---------- Dataset extract ----------
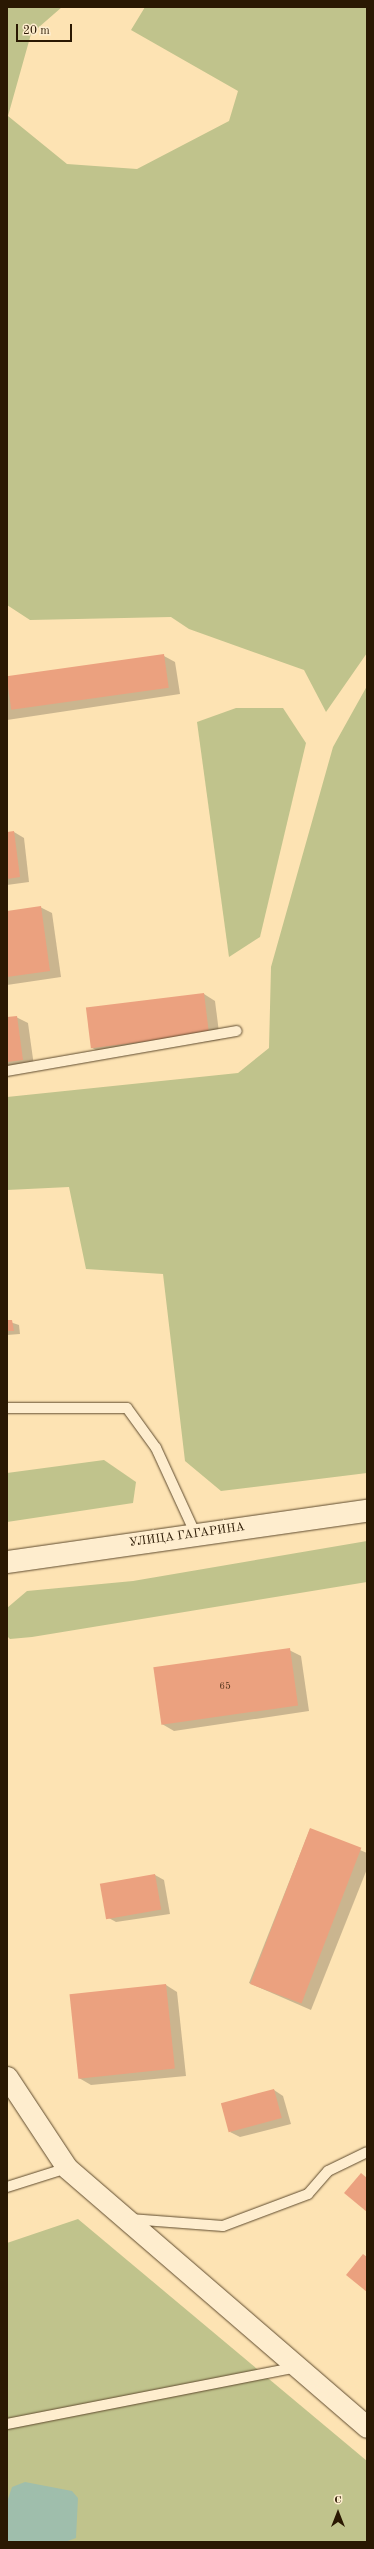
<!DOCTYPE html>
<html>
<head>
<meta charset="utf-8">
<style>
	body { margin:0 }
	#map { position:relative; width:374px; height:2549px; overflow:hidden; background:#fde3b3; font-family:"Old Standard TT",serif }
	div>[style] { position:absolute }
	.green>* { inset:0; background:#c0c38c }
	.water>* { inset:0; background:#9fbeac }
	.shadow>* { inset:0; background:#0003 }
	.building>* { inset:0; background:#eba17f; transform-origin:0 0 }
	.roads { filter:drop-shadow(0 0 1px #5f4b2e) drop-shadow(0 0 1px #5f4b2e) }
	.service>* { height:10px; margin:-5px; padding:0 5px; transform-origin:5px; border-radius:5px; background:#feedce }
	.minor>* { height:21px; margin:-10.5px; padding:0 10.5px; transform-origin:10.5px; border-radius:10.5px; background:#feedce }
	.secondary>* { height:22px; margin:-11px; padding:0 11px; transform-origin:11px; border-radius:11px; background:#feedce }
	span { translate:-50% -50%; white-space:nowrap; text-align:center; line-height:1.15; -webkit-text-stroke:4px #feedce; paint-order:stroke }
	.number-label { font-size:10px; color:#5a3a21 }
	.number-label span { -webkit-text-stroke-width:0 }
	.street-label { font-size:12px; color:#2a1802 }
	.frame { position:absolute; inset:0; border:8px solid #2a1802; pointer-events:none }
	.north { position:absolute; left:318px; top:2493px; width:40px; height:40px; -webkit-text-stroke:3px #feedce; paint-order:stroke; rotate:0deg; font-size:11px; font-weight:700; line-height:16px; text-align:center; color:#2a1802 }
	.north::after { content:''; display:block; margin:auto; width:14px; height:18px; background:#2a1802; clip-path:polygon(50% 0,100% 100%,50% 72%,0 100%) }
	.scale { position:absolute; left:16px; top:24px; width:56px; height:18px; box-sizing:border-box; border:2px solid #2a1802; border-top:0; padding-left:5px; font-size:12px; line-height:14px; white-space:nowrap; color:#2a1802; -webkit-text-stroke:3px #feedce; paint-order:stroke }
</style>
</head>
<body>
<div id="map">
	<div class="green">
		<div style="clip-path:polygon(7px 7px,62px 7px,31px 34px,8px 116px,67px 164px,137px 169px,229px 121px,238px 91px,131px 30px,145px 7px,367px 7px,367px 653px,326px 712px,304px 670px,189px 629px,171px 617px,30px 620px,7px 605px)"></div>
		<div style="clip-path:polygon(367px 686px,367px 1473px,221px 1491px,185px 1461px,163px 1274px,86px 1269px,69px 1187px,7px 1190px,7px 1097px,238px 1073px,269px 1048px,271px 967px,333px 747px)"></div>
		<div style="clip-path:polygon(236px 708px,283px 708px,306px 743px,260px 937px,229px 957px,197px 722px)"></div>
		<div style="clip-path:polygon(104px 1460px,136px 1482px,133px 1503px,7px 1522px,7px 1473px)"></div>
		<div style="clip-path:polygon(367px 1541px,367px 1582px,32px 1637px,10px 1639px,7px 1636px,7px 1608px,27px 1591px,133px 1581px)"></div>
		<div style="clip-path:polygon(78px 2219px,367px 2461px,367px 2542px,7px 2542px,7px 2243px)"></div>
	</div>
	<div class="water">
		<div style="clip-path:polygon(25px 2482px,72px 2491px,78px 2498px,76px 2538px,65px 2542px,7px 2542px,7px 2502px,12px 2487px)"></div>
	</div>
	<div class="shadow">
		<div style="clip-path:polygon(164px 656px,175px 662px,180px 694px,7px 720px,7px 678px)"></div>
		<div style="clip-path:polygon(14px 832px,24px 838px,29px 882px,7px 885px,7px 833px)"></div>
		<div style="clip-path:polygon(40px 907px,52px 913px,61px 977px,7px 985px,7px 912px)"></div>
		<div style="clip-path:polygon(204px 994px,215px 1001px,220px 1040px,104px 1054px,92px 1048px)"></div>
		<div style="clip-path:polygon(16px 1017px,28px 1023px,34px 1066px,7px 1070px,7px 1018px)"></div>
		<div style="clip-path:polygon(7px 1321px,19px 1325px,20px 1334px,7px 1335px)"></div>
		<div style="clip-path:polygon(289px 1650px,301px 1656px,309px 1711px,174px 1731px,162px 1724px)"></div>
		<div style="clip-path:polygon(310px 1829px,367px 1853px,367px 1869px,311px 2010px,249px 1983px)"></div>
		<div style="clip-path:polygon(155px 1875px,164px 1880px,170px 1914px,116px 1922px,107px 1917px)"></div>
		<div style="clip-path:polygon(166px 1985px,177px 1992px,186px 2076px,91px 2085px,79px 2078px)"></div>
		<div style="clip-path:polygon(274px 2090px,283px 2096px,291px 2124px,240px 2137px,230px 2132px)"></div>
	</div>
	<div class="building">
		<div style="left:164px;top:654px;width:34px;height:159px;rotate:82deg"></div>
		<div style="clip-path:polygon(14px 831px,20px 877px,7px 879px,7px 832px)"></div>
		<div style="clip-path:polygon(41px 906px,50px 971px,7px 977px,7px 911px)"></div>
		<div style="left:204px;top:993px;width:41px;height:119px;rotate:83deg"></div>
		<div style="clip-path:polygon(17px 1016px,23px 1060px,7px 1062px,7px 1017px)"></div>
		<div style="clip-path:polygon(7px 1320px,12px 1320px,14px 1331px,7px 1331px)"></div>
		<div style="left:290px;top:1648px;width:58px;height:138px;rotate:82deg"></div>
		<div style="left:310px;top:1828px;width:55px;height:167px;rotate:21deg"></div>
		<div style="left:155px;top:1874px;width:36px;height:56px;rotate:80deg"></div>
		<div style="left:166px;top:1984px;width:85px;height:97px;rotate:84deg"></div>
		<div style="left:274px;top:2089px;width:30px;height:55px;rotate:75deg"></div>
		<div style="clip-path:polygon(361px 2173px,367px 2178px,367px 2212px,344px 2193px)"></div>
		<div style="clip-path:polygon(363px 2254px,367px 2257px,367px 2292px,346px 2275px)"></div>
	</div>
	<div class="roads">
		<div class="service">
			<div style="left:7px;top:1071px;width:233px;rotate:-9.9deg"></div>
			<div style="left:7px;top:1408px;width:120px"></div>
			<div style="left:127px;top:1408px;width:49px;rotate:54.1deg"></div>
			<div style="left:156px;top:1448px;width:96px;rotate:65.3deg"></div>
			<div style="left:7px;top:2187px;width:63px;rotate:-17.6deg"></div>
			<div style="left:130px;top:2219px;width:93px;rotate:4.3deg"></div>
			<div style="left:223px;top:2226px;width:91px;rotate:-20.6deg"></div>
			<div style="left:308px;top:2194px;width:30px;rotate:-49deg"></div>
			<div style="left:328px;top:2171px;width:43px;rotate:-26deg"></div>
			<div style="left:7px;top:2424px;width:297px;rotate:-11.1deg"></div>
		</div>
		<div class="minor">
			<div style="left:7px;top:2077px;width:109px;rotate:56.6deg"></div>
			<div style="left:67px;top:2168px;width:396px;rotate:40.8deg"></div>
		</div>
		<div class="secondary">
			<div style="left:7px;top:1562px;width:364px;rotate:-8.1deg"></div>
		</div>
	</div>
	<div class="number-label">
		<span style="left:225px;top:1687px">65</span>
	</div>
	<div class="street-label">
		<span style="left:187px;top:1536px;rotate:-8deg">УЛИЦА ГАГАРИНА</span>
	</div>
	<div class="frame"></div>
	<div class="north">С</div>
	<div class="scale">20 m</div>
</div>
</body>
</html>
----------
---------- Dataset extract ----------
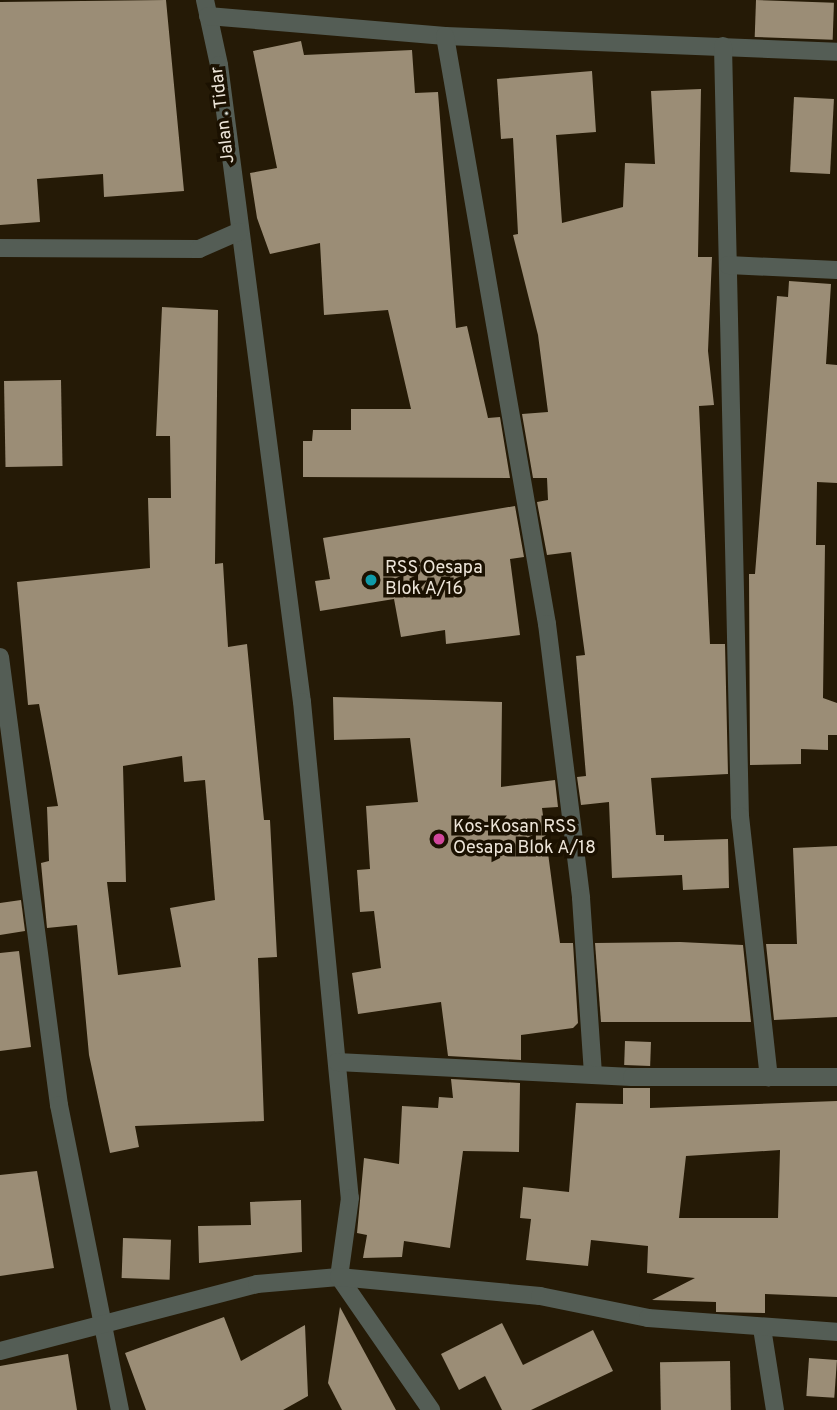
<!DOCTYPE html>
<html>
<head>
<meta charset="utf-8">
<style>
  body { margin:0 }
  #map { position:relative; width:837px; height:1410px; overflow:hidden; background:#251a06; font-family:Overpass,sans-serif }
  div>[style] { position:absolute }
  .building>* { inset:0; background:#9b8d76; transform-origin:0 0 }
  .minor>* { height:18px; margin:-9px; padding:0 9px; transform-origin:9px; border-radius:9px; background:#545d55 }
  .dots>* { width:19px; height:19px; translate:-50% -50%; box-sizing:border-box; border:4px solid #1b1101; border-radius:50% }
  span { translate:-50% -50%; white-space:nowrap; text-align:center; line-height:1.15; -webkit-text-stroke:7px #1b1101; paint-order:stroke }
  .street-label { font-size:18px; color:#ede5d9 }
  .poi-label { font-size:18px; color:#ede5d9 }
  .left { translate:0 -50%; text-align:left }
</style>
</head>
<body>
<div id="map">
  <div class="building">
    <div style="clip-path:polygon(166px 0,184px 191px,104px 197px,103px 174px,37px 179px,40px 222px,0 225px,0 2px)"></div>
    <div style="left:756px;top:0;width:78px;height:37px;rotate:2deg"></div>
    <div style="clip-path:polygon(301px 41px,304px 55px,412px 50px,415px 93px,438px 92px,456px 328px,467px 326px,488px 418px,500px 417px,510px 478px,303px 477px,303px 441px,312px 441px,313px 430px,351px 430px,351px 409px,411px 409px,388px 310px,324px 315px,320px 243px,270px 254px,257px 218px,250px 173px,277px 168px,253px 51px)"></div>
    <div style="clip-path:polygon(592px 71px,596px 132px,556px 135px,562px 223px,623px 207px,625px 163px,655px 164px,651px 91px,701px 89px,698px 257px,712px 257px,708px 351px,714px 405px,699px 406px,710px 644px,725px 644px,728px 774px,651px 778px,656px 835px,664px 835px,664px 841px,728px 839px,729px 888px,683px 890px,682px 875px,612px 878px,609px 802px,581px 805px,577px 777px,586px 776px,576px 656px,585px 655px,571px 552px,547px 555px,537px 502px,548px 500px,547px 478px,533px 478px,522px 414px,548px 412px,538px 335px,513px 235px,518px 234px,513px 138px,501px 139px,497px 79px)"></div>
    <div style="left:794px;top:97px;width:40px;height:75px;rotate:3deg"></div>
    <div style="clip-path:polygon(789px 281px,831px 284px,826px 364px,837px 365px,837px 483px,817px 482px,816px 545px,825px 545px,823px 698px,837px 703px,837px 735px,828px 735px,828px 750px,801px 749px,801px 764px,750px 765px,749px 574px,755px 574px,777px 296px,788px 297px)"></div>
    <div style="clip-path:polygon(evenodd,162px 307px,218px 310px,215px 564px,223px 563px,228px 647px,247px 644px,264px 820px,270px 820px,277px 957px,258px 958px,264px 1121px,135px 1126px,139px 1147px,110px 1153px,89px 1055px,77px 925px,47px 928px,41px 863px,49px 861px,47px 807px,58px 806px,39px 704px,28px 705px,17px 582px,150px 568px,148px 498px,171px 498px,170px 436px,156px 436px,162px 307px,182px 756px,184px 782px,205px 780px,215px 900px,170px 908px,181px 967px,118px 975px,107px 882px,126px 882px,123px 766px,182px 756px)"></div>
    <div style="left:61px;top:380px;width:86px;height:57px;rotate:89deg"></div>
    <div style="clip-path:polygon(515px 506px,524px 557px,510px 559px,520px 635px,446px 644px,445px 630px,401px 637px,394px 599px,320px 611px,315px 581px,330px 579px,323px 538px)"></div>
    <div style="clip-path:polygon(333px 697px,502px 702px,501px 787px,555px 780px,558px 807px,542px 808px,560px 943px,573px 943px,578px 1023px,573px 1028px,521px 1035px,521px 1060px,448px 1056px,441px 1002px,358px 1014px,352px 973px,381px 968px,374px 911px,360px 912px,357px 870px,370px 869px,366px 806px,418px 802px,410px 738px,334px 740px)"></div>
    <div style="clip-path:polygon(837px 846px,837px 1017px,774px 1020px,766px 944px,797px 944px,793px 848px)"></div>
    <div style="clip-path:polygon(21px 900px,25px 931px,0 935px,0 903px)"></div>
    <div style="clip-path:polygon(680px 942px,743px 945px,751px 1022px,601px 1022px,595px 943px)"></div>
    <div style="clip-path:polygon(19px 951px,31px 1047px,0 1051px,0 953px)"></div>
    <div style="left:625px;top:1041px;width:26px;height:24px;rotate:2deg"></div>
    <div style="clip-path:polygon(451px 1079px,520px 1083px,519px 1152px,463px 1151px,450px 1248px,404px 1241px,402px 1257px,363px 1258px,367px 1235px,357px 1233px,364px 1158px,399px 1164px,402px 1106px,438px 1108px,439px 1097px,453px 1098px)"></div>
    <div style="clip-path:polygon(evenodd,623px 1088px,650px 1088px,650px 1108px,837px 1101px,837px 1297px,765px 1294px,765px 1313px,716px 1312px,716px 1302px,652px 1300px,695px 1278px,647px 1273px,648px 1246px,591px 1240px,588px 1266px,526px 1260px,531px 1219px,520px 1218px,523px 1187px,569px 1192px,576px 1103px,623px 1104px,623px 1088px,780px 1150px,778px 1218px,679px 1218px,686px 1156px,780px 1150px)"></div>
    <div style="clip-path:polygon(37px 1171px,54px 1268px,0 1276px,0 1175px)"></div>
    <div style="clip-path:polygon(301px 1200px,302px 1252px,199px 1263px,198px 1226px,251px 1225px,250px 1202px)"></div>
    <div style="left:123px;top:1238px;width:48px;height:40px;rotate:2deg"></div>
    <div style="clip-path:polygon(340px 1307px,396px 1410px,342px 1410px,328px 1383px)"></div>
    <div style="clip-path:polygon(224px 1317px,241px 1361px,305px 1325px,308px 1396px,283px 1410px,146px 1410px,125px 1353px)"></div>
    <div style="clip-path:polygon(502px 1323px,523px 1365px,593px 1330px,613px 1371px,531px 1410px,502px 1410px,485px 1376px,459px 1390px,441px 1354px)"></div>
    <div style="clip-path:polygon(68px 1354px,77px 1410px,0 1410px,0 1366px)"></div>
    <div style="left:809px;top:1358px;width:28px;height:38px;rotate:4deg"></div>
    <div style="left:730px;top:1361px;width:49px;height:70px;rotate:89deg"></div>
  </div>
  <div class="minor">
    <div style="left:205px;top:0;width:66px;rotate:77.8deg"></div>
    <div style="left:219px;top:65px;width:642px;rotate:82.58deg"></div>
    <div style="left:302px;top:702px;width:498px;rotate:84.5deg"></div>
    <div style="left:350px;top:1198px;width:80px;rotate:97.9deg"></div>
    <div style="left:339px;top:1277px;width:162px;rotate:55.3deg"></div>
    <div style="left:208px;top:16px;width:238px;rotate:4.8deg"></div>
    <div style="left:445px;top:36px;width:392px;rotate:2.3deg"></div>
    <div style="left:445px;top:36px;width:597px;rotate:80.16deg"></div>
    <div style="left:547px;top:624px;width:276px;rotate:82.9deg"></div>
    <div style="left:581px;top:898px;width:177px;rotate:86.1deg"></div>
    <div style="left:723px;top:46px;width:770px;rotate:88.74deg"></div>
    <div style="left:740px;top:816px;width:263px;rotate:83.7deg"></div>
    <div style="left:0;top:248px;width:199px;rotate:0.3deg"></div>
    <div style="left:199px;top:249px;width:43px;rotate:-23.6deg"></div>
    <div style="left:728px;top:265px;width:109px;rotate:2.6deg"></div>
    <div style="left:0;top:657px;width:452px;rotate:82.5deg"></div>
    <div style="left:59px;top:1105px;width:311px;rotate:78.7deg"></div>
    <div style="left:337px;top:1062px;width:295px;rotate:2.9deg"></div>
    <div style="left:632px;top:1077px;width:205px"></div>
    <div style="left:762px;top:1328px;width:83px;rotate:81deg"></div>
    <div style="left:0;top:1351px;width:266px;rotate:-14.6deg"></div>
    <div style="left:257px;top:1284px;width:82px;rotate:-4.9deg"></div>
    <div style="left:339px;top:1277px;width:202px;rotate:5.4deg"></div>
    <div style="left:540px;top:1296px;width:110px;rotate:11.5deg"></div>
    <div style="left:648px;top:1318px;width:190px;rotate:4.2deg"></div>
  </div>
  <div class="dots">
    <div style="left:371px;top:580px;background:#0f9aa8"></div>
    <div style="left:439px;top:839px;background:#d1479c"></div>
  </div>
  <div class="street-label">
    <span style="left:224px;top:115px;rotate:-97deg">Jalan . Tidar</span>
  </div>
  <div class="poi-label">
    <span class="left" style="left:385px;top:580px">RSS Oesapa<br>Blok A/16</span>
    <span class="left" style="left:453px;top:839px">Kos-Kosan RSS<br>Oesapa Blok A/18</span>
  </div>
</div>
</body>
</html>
----------
Only lines of the material that contain the word "number" belong in the answer; copy each one.

	.number-label { font-size:10px; color:#5a3a21 }
	.number-label span { -webkit-text-stroke-width:0 }
	<div class="number-label">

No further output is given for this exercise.